Plus contraignant encore, l’article 13 est sans équivoque : « Un moratoire de trois ans, prenant cours à la date de la signature du présent décret, est accordé aux propriétaires d’immeubles publics ou ouverts au public ainsi qu’aux entreprises de médias pour rendre lesdits immeubles accessibles aux personnes vivant avec handicap. Tout contrevenant s’expose au paiement d’une indemnité compensatoire spéciale et au scellage de l’immeuble ».

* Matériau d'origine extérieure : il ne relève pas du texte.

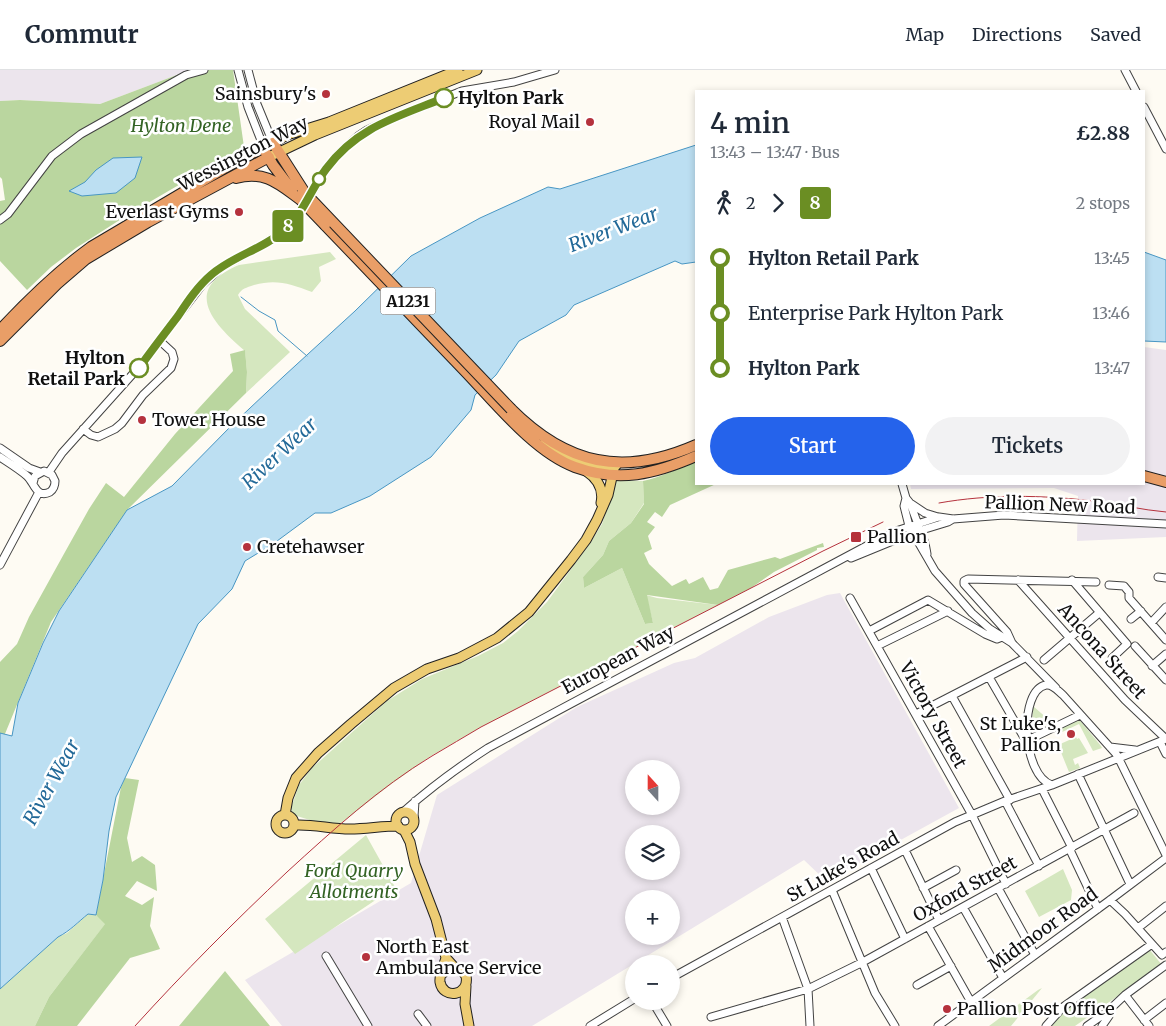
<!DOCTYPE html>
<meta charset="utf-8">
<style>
:root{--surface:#fff;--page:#f2f2f3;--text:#1f2937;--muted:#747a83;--line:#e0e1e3;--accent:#2563eb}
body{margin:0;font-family:Merriweather,serif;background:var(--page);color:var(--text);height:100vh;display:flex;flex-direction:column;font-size:19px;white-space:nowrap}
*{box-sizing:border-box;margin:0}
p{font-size:16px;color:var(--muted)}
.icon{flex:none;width:28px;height:28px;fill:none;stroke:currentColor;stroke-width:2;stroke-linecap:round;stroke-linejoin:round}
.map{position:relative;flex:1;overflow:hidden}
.panel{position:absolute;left:695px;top:20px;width:450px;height:395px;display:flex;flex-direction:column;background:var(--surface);border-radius:0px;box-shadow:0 2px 8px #0003}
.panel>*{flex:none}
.badge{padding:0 10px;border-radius:4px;font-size:18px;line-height:32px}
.needle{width:32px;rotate:339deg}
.buttons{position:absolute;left:625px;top:690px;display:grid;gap:10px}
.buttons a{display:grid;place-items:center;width:55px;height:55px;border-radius:50%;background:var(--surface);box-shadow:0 2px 8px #0003;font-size:25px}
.map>.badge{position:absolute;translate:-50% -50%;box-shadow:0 0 0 2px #fff}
.legs{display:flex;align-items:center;gap:8px;height:55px;padding:0 15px;font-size:16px}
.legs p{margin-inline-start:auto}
.headline{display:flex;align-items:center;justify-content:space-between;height:85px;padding:0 15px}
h1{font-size:28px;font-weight:600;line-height:38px}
.primary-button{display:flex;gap:10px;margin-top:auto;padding:10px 15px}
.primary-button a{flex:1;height:58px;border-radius:30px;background:var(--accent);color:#fff;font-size:20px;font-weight:600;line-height:58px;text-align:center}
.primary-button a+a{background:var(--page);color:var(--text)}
ul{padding:0 15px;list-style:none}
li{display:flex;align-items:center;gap:18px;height:55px;font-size:19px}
li i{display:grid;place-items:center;width:8px;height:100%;margin:0 6px;background:currentColor}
li i::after{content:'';width:12px;height:12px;margin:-6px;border:4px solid;border-radius:50%;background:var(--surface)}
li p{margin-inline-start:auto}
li:first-child i{background:linear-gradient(#0000 50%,currentColor 0)}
li:last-child i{background:linear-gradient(currentColor 50%,#0000 0)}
header{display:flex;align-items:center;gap:30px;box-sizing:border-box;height:70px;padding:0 25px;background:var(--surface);border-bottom:1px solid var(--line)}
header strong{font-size:24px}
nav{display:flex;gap:28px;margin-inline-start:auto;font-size:18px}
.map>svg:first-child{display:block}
.industrial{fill:#ece5ed;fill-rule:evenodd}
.green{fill:#d5e7bf}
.forest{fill:#bad69f}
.water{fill:#bcdff2;stroke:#4896c3}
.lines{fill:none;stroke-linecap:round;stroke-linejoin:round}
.stream{stroke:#4896c3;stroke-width:1}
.minor-casing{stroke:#434343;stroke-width:9}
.major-casing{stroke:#212121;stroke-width:11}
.highway-casing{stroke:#212121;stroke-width:12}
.minor{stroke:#fff;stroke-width:7}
.major{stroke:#edcc74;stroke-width:9}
.highway{stroke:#e99e67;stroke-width:10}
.tram{stroke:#b5323d;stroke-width:1}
.highway-bridge-casing{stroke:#212121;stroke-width:12;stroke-linecap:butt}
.highway-bridge{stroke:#e99e67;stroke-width:10}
.line-1-casing{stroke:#fff;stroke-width:11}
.line-1{stroke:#6b8e23;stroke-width:8}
.poi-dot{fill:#b5323d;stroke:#fff;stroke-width:2}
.stop-1-dot{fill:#fff;stroke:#6b8e23;stroke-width:2.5}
.labels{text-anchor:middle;stroke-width:5;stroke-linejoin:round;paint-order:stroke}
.shield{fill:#fff;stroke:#585858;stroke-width:1}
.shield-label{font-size:16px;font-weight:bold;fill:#101010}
.poi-label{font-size:18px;fill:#101010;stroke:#fff;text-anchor:start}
.stop-label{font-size:18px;font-weight:bold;fill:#101010;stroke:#fff;text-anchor:start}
.park-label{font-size:18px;font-style:italic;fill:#336324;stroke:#fff}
.street-label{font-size:18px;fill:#101010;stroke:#fff}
.water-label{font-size:19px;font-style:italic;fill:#226998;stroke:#fff}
</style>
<header>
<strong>Commutr</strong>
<nav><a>Map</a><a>Directions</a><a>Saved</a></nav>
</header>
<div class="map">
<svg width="1166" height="956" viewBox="0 0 1166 956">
<rect width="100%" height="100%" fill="#fefbf3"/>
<path class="industrial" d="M0,0H190L100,34L20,30L0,31Z
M1144,277L1166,280V467L1077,471L1078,426L1054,418L911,419L910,414H1144Z
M840,523L959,738L826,811L804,790L532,956H282L245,910L411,813L437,725L577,637L674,593L695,588L769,547L827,525ZM634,699H671V736H634ZM634,764H671V801H634ZM634,829H671V866H634Z"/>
<path class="green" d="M330,182L336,189L319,197L321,211L312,222C290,214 277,209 254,215C246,218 242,218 238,225L245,239L290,282L246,323L247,302L245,281C211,252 182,219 239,195Z
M620,410L643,411L644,433L631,453L609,471L603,485L583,507L584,518L622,498L645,554L653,553L646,525L657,528L718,535L481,657L431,686L390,715L340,754L313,751L297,746L292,742L291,738L299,715L312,698L387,631L422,609L478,586L503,573L518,561L547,532L591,472L602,454L616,411Z
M1033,636L1049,650L1048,657L1046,654H1044L1045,658L1042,655L1032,661Z
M1078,648L1101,676L1102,678L1093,681L1079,654L1058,664L1056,660Z
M1076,667L1077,669L1079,668L1088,683L1073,689L1075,695L1078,693L1080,698L1069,702L1058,675Z
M366,765L395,817L295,884L265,849Z
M1063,799L1072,820L1071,830L1039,847L1025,821Z
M88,844L96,845L106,853L49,927L35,956H0V919L58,867L67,863Z
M1149,879L1162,895L1075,956H1052L1063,942L1071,936Z
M1042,918L1011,956H989L1038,920Z"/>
<path class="forest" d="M190,0H233L244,77L129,144L76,178L51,197L27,220L0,191V131L5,130L2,109L0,107V31L20,30L100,34Z
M245,280L247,302L246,323L127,440L51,552L0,676V592L17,574L29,547L65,482L89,439L106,413L124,427L175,364L233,301L230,284Z
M696,391V414H716L670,435L662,447L655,442L647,452L655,457L648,466L652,479L644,483L649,494L672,516L686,509L689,514L703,507L710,520L718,518L728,500L775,487L780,489L823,473L824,477L817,478V480L774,502L751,518L718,535L647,525L653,553L645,554L622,498L584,518L583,507L603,485L609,471L631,453L644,434L643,411C659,408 681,397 696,391Z
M125,708L139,710L127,768L132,792L142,786L155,795L157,821L137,811L125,826L142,835L154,827L150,856L160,879L130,888L77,956H35L49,927L105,854L96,845L121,717Z
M225,901L270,956H179Z"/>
<path class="water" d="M696,75V192L682,194L675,191L574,235L566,245L519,271L496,305L475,325L471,340L431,387L370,426L331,443H315L273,474L245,491L232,519L198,554L116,727L109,761L103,810L96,845L88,844C78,852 70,861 58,867L0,919V663L12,666L18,633L43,573L59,541L127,440L172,416L232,355L284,306L355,241L411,186L480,148L548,117L560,119Z
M142,87L135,108L116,123L82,126L69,121L85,112L96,100L113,88Z
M1144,182L1166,190V272L1144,271Z"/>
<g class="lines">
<path class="stream" d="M241,227L259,241L275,250L278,261L307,286"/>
<defs>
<path id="minor" d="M238,0L248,37L264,78
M248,0L257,34L273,73
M1125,0L1136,21
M1144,37L1166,79
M0,150L8,144L52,86L81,64L186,5L204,0
M83,359L91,365L98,367L115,359L122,353L143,325L171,298L174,289L172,282L159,270
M0,378L29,398L40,402
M0,387C9,393 19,399 27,406C34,412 36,429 50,422C54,419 55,416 55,411L52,405L44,401L35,406L33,413
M49,402L62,383L139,297L202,215L222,197L262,175L284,161L300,143L325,100L338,84L358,66L367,60L384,52L462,21L514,12L555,0
M902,414L906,428L904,436L909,456L935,501L972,543L990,559L1012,573
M906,428L910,433L925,473L927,484
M910,433L925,443L938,447
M851,488L912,463L948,452L953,449
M0,495L39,422
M1158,507L1166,508
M1018,510L1125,630L1166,669
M1072,510L1127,574L1112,588
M1109,515L1124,516L1129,522V528L1166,570
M850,528L972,745L1006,814
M1131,549L1141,541
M1151,553L1166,537
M869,561L928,530L985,564L997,569L1002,567
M877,576L948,541
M1135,576L1166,610
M1044,590L1099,543
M1152,596L1166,584
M989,607L1026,671
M1056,618L1012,573L1007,562L964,514V511L968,509L1096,512
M952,626L1010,730
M916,644L1027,587
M1028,670L1080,645
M1160,672L1166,684
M1110,677L1135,680
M1078,704L1130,814
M1052,715C1022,706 1018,620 1046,615C1053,614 1058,621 1063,625L1117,685L1166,785
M1042,719L1072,778
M1005,731L1039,796
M403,742C430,718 457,698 488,678L870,474L899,460L939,447L953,449L1004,445L1166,454
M414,747L415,731
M905,780L939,850
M1070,780L1098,839
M871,798L905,869
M923,818L956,800
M998,818L1035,885
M832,820L875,923L895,956
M1110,830L1125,844L1162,885L1166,882
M963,837L1003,908
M782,847L808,919L810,956
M928,856L971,932
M1138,858L1166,836
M326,886L368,956
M671,908L955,752L1005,731L1052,715L1166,669
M917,915L951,896
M1125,925L1149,956
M652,931L667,956
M418,944L427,956
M711,947L808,919L861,893L1134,743
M1144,950L1166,933
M590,956L634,929
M938,956L1110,830L1166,788
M1046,956L1063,937L1152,874
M1087,956L1107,942L1125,925L1166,895
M1102,956L1109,946L1107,942"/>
<path id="major" d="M273,73L287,65L329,52L458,0
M269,87L315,65L477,0
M545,370C563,389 585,392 609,399L613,406
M586,401C598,409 604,419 601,433
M396 751a9 9 0 1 1 18 0a9 9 0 1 1-18 0Z
M276 754a9 9 0 1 1 18 0a9 9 0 1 1-18 0Z
M285,745L288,728L296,708L318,683L351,654L394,618L427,599L459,588L497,568L529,542L571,490L586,470L597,450L608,425L614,398L618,393
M295,755C314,754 331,759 350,759C366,759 382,756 398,756
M404,760L410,772L415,794L436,849L446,888L455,898
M442,904C450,896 459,895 466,906C470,926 443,930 440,912C439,905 444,895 446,888
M466,916L465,934L469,956"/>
<path id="highway" d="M266,83L273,95L292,120
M236,108C265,100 279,114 301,130
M325,155C371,203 418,252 464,300C494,331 534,382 575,397C619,413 655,404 696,386
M0,260C28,230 58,201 91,177L238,90L273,73L305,123
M0,271L57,214L86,189L148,152L269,87
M511,339C567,395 623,407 696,375
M1144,406L1166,412"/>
</defs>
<use href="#minor" class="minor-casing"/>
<use href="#major" class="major-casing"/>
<use href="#highway" class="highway-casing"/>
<use href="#minor" class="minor"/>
<use href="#major" class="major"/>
<use href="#highway" class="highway"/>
<path class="tram" d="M939,433C989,424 1043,425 1093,431C1118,434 1142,440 1166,442
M135,956C184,902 235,851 287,802C333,760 379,718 432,686C448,676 465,667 481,657L823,481L883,452"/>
<defs>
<path id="highway-bridge" d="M305,123L511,339
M301,130L325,155"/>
</defs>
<use href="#highway-bridge" class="highway-bridge-casing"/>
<use href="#highway-bridge" class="highway-bridge"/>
</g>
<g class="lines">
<defs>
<path id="line-1" d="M139,298C152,280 165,263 178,246C188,231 198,216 211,205C234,185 264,179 286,159C304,142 311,119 326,99C357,57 397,47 444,28"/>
</defs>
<use href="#line-1" class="line-1-casing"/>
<use href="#line-1" class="line-1"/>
</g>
<g class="poi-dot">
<circle cx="326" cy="24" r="5"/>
<circle cx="590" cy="52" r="5"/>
<circle cx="239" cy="142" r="5"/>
<circle cx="142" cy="350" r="5"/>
<rect x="850" y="461" width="12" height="12" rx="2.5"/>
<circle cx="247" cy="477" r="5"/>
<circle cx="1071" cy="664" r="5"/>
<circle cx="366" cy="887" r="5"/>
<circle cx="947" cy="939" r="5"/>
</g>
<g class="stop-1-dot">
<circle cx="444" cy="28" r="9"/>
<circle cx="319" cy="109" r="6"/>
<circle cx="139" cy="298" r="9"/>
</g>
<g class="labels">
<rect class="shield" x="380.5" y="217.5" width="55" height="27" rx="4"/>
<g class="shield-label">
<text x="408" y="237">A1231</text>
</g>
<g class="poi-label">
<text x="316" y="30" text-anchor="end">Sainsbury's</text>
<text x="580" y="58" text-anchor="end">Royal Mail</text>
<text x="229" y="148" text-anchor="end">Everlast Gyms</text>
<text x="152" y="356">Tower House</text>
<text x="867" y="473">Pallion</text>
<text x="257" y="483">Cretehawser</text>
<text x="1061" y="660" text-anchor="end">St Luke's,<tspan x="1061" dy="21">Pallion</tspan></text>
<text x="376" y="883">North East<tspan x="376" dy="21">Ambulance Service</tspan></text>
<text x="957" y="945">Pallion Post Office</text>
</g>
<g class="stop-label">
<text x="458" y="34">Hylton Park</text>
<text x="125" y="294" text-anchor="end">Hylton<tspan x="125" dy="21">Retail Park</tspan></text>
</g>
<g class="park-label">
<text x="181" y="62">Hylton Dene</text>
<text x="354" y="807">Ford Quarry<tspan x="354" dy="21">Allotments</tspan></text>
</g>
<g class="street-label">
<text transform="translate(243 84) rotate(-27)" y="6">Wessington Way</text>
<text transform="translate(1060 435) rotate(2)" y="6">Pallion New Road</text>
<text transform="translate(1102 581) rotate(48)" y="6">Ancona Street</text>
<text transform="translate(618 590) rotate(-28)" y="6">European Way</text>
<text transform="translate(933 645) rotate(61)" y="6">Victory Street</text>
<text transform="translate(843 797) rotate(-29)" y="6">St Luke's Road</text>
<text transform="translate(965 819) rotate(-29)" y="6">Oxford Street</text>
<text transform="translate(1043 860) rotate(-36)" y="6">Midmoor Road</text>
</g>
<g class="water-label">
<text transform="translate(613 159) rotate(-21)" y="7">River Wear</text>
<text transform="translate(279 383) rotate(-43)" y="7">River Wear</text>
<text transform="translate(51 712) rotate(-61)" y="7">River Wear</text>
</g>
</g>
</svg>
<div class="buttons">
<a><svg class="needle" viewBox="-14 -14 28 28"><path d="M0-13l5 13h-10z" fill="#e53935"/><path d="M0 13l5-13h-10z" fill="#747a83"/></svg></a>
<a><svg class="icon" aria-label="layers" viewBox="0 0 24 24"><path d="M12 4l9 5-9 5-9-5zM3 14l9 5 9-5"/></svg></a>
<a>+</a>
<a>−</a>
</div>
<b class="badge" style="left:288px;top:156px;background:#6b8e23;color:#fff">8</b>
<section class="panel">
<div class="headline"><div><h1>4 min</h1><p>13:43 – 13:47 · Bus</p></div><b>£2.88</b></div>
<div class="legs"><svg class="icon" aria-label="walk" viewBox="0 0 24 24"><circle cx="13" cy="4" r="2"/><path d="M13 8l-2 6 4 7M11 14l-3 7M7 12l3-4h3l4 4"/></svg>2<svg class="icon" aria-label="forward" viewBox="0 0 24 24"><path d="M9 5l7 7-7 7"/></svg><b class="badge" style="background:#6b8e23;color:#fff">8</b><p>2 stops</p></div>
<ul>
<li><i style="color:#6b8e23"></i><b>Hylton Retail Park</b><p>13:45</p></li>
<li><i style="color:#6b8e23"></i><span>Enterprise Park Hylton Park</span><p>13:46</p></li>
<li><i style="color:#6b8e23"></i><b>Hylton Park</b><p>13:47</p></li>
</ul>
<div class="primary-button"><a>Start</a><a>Tickets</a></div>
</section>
</div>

La radio des jeunes du Pool Malebo 🇨🇩🇨🇬

Au-delà de l’accessibilité aux infrastructures modernes et de qualité, ce décret engage également une responsabilité transversale du Gouvernement, en identifiant clairement les ministères appelés à accompagner celui des Personnes vivant avec handicap dans la construction d’une société inclusive, moderne et équitable. Il s’agit notamment des ministères de l’Intérieur et Sécurité, de la Justice, des Infrastructures, de l’Urbanisme et Habitat, de l’Environnement, des Transports, de la Communication et Médias, du Tourisme, du Numérique, ainsi que du Budget et des Finances.

À l’évidence, l’accessibilité ne relève plus du discours, mais de l’action. L’architecture inclusive doit cesser d’être une option pour devenir une obligation républicaine.